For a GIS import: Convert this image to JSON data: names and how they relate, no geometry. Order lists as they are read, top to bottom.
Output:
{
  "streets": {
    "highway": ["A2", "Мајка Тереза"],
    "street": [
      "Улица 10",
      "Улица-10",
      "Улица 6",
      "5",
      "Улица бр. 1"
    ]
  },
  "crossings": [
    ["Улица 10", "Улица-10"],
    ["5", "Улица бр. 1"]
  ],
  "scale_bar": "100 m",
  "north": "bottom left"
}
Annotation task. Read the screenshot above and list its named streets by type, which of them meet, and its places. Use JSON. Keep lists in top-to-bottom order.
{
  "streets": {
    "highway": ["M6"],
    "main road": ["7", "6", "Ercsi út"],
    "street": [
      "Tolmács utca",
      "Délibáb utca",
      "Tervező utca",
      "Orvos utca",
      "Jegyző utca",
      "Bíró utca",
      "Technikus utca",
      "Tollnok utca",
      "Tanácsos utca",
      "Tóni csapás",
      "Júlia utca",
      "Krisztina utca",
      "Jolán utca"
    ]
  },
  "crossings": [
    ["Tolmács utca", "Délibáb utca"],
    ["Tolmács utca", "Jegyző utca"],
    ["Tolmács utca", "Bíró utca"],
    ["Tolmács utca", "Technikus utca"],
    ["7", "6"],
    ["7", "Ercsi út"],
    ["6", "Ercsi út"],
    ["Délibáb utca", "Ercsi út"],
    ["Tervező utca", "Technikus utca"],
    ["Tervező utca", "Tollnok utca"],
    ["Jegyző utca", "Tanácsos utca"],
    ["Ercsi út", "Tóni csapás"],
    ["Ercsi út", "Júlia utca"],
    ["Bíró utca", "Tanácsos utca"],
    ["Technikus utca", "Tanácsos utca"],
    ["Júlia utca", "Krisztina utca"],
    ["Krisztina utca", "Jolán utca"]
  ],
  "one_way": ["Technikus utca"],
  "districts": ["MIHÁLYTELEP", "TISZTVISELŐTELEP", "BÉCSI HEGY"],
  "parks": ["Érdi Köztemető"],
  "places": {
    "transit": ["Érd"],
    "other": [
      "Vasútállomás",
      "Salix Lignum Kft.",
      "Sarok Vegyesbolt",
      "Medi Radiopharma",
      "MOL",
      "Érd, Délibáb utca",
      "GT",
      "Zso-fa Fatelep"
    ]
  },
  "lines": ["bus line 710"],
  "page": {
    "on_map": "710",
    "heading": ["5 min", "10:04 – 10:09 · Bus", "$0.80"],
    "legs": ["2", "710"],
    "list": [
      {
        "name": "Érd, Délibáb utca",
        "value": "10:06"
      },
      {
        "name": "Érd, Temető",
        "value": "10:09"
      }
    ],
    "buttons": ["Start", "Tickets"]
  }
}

-=-=-=-=-

• HOW TO COMPLETE THIS TASK
Set out every line from the material that contains the string "Tanácsos".

• RESPONSE TO THIS TASK
      "Tanácsos utca",
    ["Jegyző utca", "Tanácsos utca"],
    ["Bíró utca", "Tanácsos utca"],
    ["Technikus utca", "Tanácsos utca"],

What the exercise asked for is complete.